Mitch Lasky, CEO da Jamdat, uma das maiores empresas envolvidas no mercado de games para celulares nos EUA, apresentou nesta segunda, dia 12, sua visão sobre o que é preciso mudar para que a indústria de jogos aproveite melhor o desenvolvimento das plataformas de terceira geração que começam a surgir. Para Lasky, as aplicações móveis, sobretudo os jogos, ainda estão longe de se tornarem realmente fáceis para usuários sem experiência ou habilidades especiais. Em geral, é preciso teclar o celular mais de 20 vezes para se conseguir comprar um jogo, o que ainda é muito.
Segundo Mitch Lasky, não basta que os desenvolvedores de aplicações e agregadores esperem que as operadoras promovam o conteúdo, porque isso não vai acontecer. "Elas podem fazer uma vez, no lançamento, mas depois disso o trabalho é todo nosso", diz. Ele pondera, contudo, que as operadoras de um modo geral poderiam facilitar a vida dos provedores de conteúdo se abrissem "caminhos" mais simples para a aquisição de jogos e aplicativos, como números de SMS únicos ou ícones diretos.

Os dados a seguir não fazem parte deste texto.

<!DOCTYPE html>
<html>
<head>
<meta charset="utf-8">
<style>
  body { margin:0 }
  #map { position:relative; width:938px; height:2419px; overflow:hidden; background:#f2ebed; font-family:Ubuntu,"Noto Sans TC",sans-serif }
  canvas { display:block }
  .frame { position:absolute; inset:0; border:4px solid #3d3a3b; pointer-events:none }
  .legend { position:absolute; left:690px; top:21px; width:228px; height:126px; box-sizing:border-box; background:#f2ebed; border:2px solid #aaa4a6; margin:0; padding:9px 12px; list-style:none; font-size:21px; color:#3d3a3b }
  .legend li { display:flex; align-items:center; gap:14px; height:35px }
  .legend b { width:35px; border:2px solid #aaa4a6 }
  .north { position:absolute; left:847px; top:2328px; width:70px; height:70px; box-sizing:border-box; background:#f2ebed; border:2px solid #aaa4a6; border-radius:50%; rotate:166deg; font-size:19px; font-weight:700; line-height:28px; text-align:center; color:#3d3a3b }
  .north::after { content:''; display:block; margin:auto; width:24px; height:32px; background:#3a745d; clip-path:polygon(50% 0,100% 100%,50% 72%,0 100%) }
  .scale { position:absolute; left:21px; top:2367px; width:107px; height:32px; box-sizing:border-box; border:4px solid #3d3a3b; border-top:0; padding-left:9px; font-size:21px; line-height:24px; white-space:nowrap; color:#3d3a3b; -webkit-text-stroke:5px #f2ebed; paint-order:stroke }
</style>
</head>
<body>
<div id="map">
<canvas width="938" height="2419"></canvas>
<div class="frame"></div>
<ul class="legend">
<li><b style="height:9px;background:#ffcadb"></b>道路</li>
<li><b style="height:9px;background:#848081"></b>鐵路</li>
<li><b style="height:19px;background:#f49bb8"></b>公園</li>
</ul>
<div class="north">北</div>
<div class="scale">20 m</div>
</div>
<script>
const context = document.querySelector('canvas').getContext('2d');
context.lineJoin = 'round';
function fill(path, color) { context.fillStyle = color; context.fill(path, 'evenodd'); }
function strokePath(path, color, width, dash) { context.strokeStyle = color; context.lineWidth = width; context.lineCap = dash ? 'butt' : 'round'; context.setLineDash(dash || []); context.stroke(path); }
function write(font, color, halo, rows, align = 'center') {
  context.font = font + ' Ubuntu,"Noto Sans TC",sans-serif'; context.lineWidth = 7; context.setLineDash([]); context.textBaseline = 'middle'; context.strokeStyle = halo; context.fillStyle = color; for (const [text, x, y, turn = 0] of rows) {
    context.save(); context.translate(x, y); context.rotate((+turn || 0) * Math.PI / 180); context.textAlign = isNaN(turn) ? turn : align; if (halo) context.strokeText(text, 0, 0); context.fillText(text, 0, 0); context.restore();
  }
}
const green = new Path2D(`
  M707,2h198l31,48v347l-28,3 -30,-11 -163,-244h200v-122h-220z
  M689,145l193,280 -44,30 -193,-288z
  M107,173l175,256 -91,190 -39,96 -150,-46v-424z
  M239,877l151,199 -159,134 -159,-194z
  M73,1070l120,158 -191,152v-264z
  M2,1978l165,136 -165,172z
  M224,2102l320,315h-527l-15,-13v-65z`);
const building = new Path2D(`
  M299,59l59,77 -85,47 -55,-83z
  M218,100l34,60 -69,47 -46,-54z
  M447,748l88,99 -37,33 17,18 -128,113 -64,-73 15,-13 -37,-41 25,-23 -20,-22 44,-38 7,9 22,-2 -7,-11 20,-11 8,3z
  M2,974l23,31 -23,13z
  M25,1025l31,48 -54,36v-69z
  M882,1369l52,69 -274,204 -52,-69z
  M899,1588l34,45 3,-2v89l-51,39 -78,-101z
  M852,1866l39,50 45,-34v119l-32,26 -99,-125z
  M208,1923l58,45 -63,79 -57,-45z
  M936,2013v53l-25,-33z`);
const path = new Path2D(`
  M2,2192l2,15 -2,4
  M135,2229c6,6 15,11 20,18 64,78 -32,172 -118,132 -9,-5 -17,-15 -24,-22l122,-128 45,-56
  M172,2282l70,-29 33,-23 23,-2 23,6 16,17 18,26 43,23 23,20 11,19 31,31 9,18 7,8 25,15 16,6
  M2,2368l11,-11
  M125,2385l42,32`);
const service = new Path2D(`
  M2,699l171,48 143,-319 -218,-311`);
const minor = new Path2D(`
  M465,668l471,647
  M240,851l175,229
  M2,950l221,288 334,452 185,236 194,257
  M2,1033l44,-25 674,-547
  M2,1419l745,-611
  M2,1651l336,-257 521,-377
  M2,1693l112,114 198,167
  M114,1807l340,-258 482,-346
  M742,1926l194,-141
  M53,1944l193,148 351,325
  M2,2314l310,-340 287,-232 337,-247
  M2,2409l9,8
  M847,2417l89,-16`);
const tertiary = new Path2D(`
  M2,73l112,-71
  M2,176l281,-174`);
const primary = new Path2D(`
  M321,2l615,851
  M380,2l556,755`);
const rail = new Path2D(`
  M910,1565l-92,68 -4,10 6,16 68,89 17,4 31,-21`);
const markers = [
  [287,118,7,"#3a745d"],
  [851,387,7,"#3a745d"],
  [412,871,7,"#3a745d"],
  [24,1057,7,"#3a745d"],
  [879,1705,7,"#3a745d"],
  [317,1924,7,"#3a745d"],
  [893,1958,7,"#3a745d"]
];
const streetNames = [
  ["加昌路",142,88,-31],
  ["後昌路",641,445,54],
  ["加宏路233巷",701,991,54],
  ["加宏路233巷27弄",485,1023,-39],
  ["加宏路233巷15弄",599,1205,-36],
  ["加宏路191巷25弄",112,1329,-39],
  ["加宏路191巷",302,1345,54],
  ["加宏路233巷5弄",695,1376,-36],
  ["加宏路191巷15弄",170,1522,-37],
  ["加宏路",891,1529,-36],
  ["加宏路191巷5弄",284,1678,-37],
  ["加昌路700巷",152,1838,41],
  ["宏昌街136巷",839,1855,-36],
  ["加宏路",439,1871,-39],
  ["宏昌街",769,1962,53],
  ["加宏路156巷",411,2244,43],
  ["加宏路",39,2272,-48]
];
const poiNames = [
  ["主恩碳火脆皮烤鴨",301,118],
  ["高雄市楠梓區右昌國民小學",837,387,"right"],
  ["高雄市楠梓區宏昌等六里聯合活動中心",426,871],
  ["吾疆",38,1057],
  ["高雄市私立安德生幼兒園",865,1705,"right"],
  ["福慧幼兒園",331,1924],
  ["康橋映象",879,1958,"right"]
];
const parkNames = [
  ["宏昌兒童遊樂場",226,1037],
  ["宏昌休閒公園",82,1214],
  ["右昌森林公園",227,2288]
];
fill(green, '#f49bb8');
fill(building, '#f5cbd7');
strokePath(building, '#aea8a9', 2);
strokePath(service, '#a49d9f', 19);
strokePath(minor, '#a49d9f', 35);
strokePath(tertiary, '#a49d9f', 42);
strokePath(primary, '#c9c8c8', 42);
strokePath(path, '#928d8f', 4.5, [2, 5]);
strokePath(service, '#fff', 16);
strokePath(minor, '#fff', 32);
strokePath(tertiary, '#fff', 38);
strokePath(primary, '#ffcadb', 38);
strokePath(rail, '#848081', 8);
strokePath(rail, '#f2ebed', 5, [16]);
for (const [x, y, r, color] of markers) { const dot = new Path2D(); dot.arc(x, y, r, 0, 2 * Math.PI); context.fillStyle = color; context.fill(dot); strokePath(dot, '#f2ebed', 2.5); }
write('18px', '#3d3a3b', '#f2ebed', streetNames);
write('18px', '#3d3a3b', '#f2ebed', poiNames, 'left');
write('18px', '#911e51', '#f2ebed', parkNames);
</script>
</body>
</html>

A Jamdat considera, também, que a própria indústria de desenvolvedores de jogos está se prejudicando ao desenvolver conteúdos sem apelo. "Precisamos ter mais controle editorial sobre o que é feito, porque se começarmos a entregar conteúdos de baixa qualidade, isso vai fazer com que as pessoas não acreditem no potencial multimídia dos celulares", disse, lembrando que com a pressão para o desenvolvimento de novos conteúdos, mutas empresas pararam de buscar qualidade. "Estamos poluindo nossa própria água agindo desse jeito". Ele disse que enquanto a Jamdat desenvolve entre 20 a 24 jogos por mercado, por ano, empresas chinesas e indianas fazem essa mesma quantidade por mês. "Não há como fazer com qualidade nesse rítmo". Para Lasky, a variedade não pode ser confundida com caos, caso contrário, "ninguém comprará".
"Estamos apenas no começo dessa indústria. É preciso pensar nas próximas gerações de handsets e assinantes. É ali que está o verdadeiro potencial", concluiu. Mitch Lasky falo no evento 3G CDMA Americas, que acontece esta semana em Miami. (O jornalista viaja a convite da Qualcomm)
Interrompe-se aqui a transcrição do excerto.